Gather every line from the entries below that includes "display".

(Recorded data)
-*-

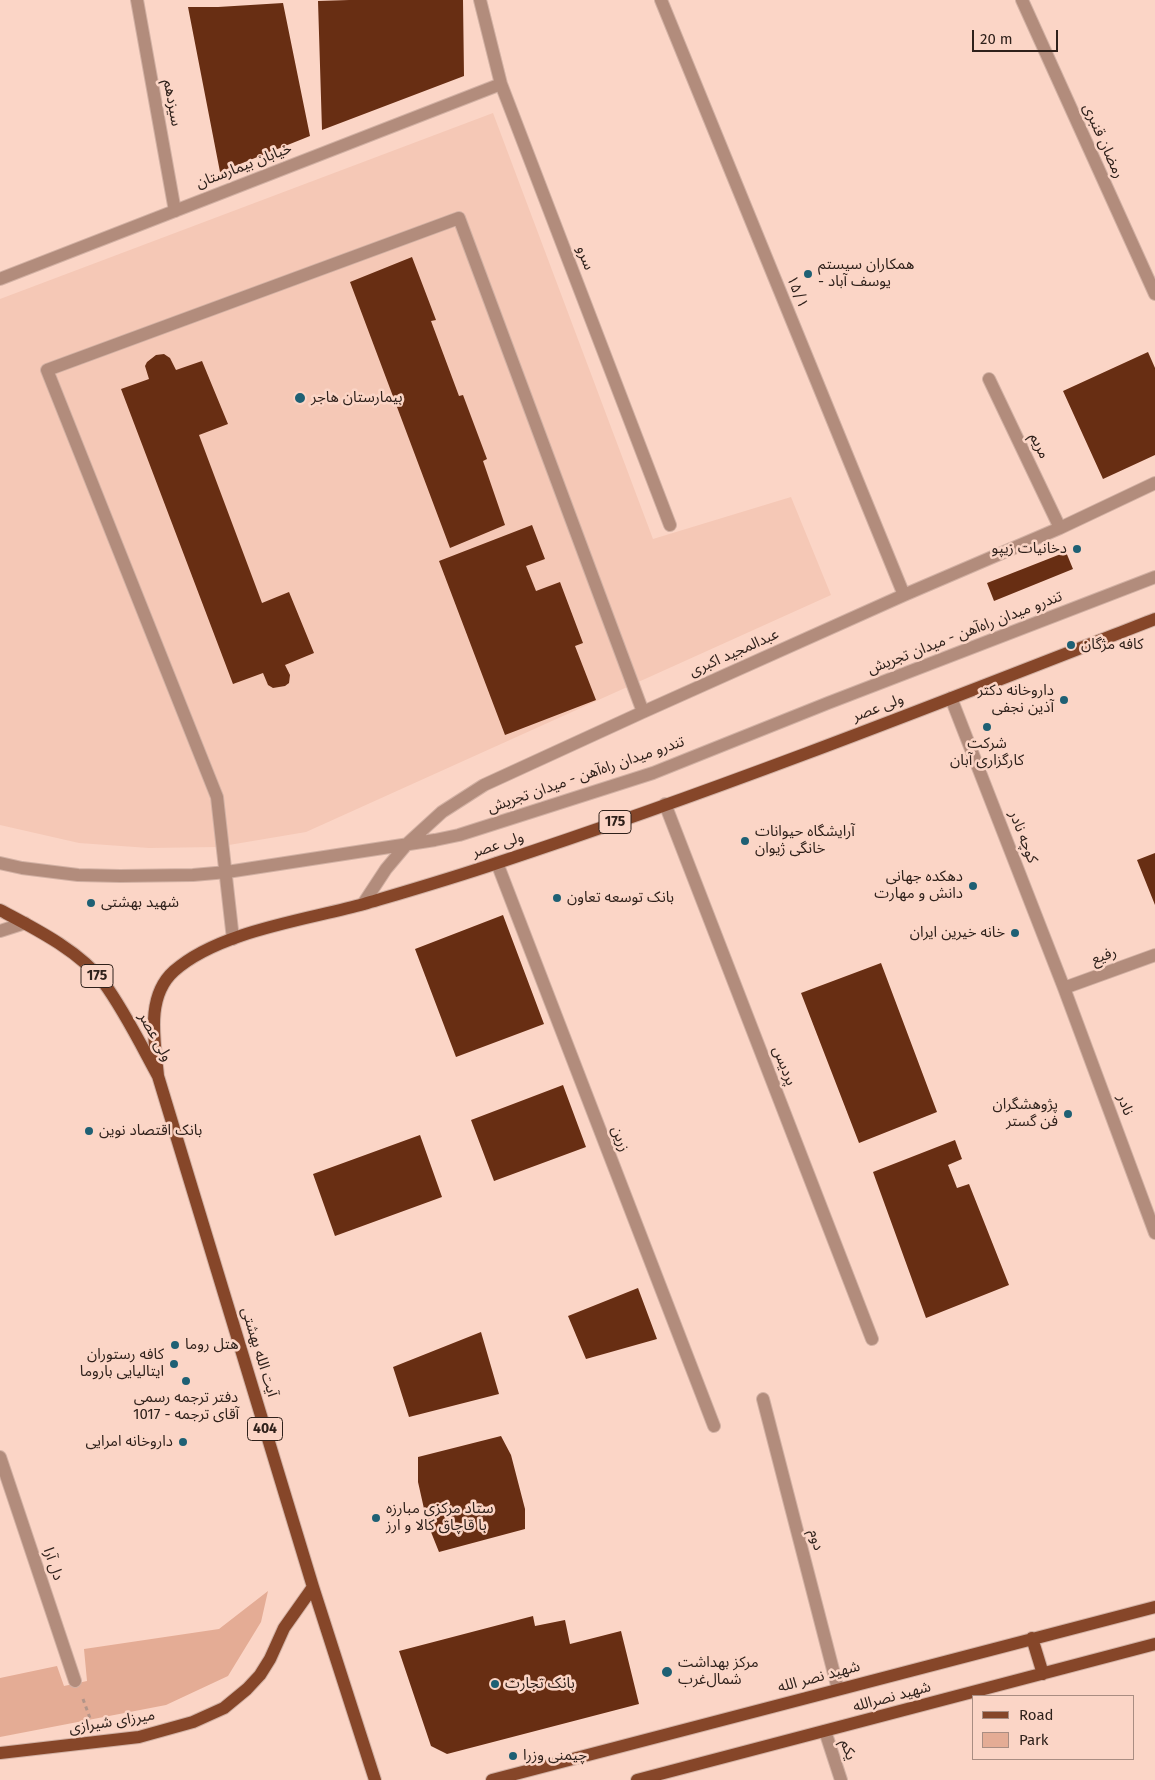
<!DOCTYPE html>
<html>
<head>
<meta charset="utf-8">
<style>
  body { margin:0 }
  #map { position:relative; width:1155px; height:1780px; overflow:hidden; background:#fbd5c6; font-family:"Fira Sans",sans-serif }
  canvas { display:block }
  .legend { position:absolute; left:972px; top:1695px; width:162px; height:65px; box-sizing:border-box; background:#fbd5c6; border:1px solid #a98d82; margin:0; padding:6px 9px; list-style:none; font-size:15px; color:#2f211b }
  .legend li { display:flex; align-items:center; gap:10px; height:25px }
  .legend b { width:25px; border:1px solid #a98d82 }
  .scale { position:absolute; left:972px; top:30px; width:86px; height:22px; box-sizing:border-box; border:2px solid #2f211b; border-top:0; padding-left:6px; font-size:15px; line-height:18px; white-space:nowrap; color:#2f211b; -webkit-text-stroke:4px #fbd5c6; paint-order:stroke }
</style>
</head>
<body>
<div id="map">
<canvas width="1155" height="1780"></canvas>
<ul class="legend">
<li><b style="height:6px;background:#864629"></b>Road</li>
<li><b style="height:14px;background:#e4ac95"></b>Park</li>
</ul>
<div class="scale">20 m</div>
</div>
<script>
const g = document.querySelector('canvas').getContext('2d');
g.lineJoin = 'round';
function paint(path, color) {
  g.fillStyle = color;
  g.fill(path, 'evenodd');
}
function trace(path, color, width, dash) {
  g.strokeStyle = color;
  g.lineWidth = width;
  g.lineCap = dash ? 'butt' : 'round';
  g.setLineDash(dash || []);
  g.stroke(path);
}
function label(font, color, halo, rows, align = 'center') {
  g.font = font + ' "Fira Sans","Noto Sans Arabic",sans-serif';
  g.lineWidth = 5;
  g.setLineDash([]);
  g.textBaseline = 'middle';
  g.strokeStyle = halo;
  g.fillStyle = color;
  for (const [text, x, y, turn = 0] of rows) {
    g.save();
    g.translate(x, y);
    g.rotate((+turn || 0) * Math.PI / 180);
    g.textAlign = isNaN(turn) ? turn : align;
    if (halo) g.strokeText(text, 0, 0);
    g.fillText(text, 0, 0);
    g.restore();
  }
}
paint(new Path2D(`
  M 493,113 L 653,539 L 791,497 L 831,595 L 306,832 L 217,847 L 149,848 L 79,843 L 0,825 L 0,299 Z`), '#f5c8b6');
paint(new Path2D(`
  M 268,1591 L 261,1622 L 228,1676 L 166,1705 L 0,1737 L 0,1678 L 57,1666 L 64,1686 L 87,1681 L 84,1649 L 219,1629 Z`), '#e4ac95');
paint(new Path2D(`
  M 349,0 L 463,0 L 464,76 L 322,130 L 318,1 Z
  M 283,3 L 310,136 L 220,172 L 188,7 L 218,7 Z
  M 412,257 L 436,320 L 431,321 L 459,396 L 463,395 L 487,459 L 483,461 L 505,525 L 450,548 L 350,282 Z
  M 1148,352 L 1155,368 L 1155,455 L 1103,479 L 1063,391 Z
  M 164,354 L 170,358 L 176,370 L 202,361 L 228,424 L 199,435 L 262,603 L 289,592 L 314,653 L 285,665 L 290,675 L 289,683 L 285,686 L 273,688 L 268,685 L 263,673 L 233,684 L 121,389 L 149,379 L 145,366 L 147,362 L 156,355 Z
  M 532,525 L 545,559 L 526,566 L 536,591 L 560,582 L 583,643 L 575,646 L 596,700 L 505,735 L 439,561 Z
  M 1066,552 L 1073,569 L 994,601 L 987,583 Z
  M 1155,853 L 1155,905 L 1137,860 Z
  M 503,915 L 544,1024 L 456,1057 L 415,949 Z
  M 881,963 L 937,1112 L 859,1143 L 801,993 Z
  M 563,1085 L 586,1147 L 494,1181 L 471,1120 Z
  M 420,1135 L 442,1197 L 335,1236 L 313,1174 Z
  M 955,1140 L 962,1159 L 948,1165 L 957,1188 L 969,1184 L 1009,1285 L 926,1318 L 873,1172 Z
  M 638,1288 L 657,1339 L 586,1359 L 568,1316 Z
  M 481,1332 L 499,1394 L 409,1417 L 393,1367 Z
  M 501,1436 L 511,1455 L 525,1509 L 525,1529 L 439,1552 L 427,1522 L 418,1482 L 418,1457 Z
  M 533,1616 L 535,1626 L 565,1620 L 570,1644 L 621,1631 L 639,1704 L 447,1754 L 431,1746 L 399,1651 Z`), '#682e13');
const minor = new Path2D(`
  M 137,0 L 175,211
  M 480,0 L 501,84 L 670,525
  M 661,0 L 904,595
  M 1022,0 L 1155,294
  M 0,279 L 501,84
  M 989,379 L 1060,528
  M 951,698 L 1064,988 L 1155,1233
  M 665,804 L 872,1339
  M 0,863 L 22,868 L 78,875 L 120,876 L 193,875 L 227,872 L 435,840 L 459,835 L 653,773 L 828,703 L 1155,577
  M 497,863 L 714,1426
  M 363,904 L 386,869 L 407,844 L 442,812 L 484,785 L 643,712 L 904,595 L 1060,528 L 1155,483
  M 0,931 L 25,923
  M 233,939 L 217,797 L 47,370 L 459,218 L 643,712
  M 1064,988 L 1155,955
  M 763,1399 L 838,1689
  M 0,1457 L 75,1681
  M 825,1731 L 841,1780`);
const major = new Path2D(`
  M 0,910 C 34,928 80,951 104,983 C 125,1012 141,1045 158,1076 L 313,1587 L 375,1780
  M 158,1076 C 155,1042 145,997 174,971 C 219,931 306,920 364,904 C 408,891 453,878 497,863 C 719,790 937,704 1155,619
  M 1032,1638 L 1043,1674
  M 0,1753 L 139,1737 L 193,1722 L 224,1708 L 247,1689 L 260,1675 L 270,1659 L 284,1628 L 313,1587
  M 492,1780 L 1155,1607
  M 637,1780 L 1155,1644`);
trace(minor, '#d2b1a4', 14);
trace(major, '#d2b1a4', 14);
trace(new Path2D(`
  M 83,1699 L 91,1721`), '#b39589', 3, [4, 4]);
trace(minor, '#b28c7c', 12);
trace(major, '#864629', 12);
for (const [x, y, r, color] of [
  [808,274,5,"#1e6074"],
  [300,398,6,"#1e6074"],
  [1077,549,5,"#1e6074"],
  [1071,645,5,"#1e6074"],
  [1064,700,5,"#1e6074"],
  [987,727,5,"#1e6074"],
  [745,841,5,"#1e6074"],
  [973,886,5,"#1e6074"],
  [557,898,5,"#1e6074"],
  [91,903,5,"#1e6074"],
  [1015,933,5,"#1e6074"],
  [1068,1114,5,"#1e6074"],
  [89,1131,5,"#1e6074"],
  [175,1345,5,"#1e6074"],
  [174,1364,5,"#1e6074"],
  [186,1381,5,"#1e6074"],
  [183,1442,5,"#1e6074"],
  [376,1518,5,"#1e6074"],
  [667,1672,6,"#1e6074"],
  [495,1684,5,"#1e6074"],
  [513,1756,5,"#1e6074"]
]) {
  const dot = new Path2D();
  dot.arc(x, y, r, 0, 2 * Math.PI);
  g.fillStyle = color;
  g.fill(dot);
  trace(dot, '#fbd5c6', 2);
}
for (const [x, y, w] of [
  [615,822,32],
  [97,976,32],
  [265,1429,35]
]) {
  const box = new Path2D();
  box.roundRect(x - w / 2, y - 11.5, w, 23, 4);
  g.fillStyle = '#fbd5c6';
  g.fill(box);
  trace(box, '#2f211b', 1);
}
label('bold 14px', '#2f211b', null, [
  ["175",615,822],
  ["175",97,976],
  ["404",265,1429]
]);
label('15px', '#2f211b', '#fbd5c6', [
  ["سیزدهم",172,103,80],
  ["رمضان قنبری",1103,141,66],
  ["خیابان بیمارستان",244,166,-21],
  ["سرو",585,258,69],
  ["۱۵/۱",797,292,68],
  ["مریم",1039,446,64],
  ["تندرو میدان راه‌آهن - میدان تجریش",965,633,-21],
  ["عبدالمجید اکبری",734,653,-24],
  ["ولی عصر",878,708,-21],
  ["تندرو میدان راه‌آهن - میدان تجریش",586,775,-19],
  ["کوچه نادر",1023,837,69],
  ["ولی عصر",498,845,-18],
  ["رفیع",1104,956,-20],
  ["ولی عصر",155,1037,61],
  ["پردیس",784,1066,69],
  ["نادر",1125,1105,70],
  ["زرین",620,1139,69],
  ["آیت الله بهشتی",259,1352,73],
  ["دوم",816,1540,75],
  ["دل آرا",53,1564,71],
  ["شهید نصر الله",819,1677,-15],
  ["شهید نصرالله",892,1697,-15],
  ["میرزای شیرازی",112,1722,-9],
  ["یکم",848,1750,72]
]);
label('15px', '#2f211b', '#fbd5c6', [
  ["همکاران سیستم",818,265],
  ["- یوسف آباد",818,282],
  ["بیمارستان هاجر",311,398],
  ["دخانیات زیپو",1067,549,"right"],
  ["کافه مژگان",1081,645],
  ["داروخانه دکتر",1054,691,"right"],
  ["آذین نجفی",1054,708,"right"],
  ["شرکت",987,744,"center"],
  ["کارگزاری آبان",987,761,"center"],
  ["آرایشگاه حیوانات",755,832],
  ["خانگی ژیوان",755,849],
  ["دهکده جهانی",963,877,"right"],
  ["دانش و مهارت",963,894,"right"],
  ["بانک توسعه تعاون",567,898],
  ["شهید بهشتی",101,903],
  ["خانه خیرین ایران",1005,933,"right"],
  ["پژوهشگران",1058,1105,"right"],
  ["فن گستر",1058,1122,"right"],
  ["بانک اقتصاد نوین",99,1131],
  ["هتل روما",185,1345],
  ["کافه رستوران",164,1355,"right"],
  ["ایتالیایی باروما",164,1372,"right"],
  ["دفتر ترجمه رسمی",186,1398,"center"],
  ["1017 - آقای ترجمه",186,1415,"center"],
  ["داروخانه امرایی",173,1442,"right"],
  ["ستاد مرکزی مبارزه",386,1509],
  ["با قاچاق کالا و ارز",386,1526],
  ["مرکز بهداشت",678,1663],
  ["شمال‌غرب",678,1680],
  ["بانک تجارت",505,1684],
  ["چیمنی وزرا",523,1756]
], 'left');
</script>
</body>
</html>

-*-

Worked solution »
  canvas { display:block }
  .legend li { display:flex; align-items:center; gap:10px; height:25px }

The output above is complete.